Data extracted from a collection
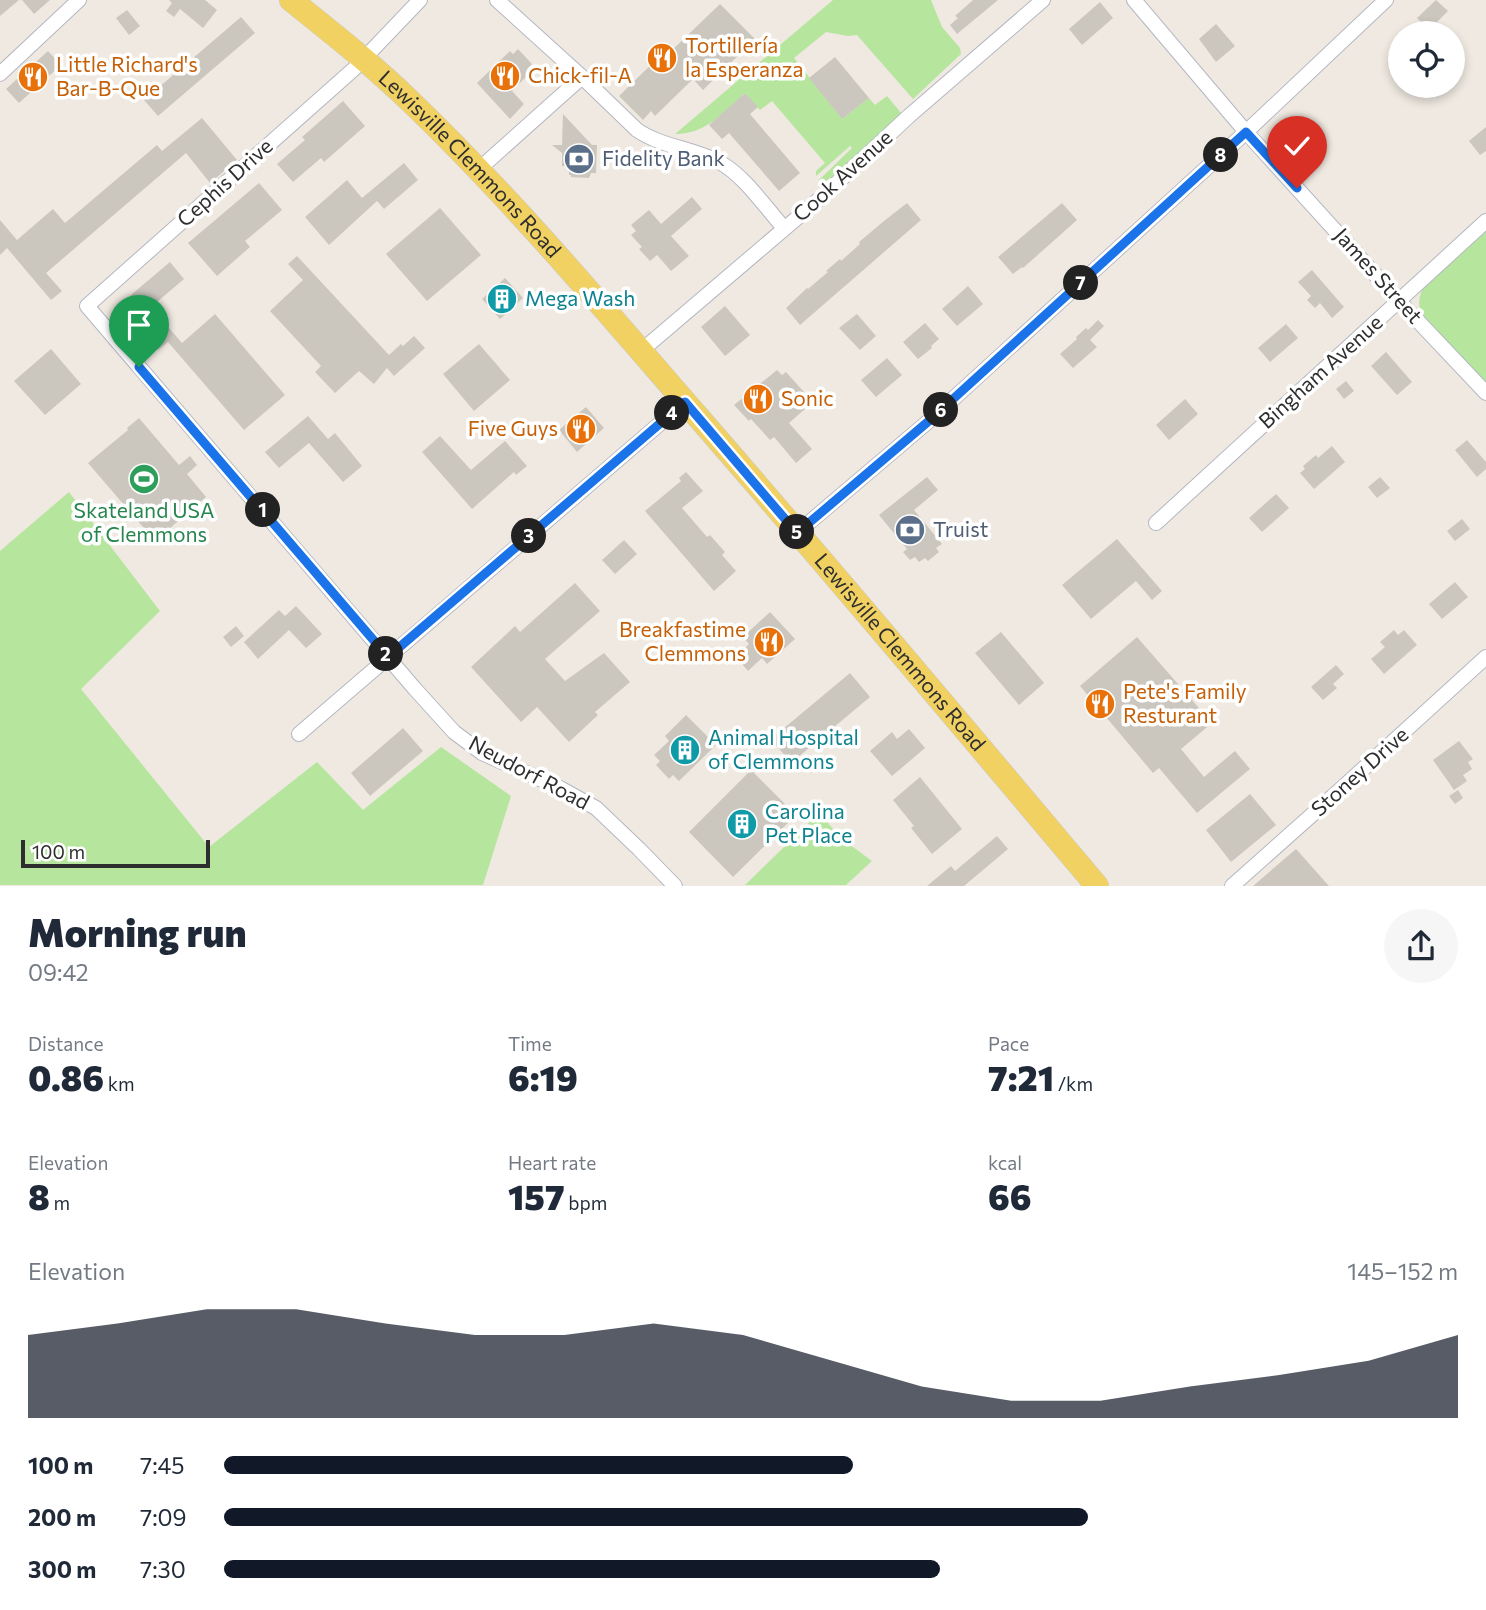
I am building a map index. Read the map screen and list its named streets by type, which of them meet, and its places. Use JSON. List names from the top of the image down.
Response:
{
  "streets": {
    "main road": ["Lewisville Clemmons Road"],
    "street": [
      "Cook Avenue",
      "Cephis Drive",
      "James Street",
      "Bingham Avenue",
      "Stoney Drive",
      "Neudorf Road"
    ]
  },
  "crossings": [
    ["Lewisville Clemmons Road", "Cook Avenue"],
    ["Lewisville Clemmons Road", "Cephis Drive"],
    ["Cephis Drive", "Neudorf Road"],
    ["James Street", "Bingham Avenue"]
  ],
  "places": {
    "restaurant": [
      "Tortillería la Esperanza",
      "Chick-fil-A",
      "Little Richard's Bar-B-Que",
      "Sonic",
      "Five Guys",
      "Breakfastime Clemmons",
      "Pete's Family Resturant"
    ],
    "bank": ["Fidelity Bank", "Truist"],
    "building": ["Mega Wash", "Animal Hospital of Clemmons", "Carolina Pet Place"],
    "sports": ["Skateland USA of Clemmons"]
  },
  "scale_bar": "100 m",
  "page": {
    "pins": [
      "8",
      "7",
      "6",
      "4",
      "1",
      "5",
      "3",
      "2"
    ],
    "scale": "100 m",
    "heading": ["Morning run", "09:42"],
    "stats": [
      ["Distance", "0.86 km"],
      ["Time", "6:19"],
      ["Pace", "7:21 /km"],
      ["Elevation", "8 m"],
      ["Heart rate", "157 bpm"],
      ["kcal", "66"]
    ],
    "chart": ["Elevation", "145–152 m"],
    "list": [
      {
        "name": "100 m",
        "note": "7:45"
      },
      {
        "name": "200 m",
        "note": "7:09"
      },
      {
        "name": "300 m",
        "note": "7:30"
      }
    ]
  }
}
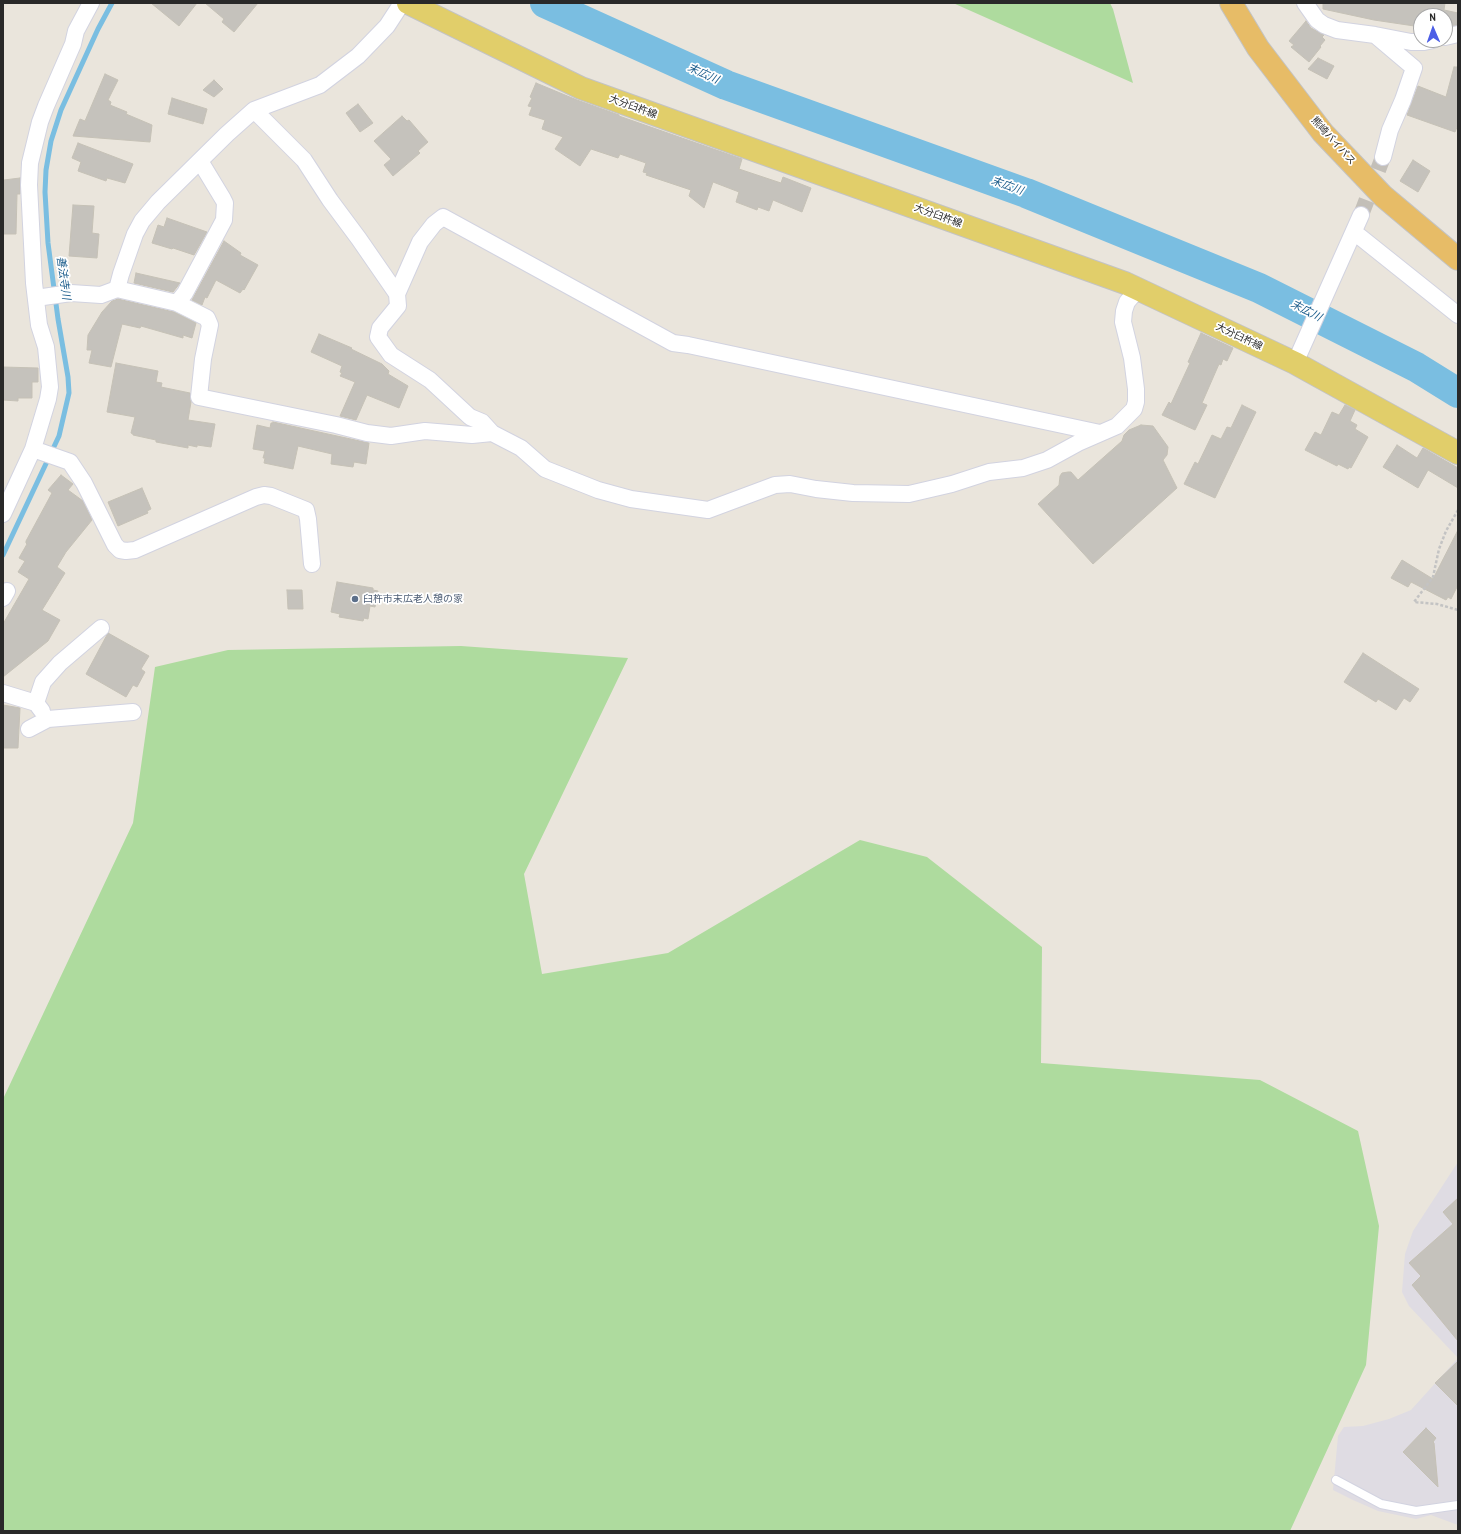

Directions for this task: Write out the records above exactly as they appear, leaving out any pictures.

Solution to the exercise:
I am building a map index. Read the map screen and list its named streets by type, which of them meet, and its places. Use JSON. List names from the top of the image down.
Response:
{
  "streets": {
    "main road": ["Lewisville Clemmons Road"],
    "street": [
      "Cook Avenue",
      "Cephis Drive",
      "James Street",
      "Bingham Avenue",
      "Stoney Drive",
      "Neudorf Road"
    ]
  },
  "crossings": [
    ["Lewisville Clemmons Road", "Cook Avenue"],
    ["Lewisville Clemmons Road", "Cephis Drive"],
    ["Cephis Drive", "Neudorf Road"],
    ["James Street", "Bingham Avenue"]
  ],
  "places": {
    "restaurant": [
      "Tortillería la Esperanza",
      "Chick-fil-A",
      "Little Richard's Bar-B-Que",
      "Sonic",
      "Five Guys",
      "Breakfastime Clemmons",
      "Pete's Family Resturant"
    ],
    "bank": ["Fidelity Bank", "Truist"],
    "building": ["Mega Wash", "Animal Hospital of Clemmons", "Carolina Pet Place"],
    "sports": ["Skateland USA of Clemmons"]
  },
  "scale_bar": "100 m",
  "page": {
    "pins": [
      "8",
      "7",
      "6",
      "4",
      "1",
      "5",
      "3",
      "2"
    ],
    "scale": "100 m",
    "heading": ["Morning run", "09:42"],
    "stats": [
      ["Distance", "0.86 km"],
      ["Time", "6:19"],
      ["Pace", "7:21 /km"],
      ["Elevation", "8 m"],
      ["Heart rate", "157 bpm"],
      ["kcal", "66"]
    ],
    "chart": ["Elevation", "145–152 m"],
    "list": [
      {
        "name": "100 m",
        "note": "7:45"
      },
      {
        "name": "200 m",
        "note": "7:09"
      },
      {
        "name": "300 m",
        "note": "7:30"
      }
    ]
  }
}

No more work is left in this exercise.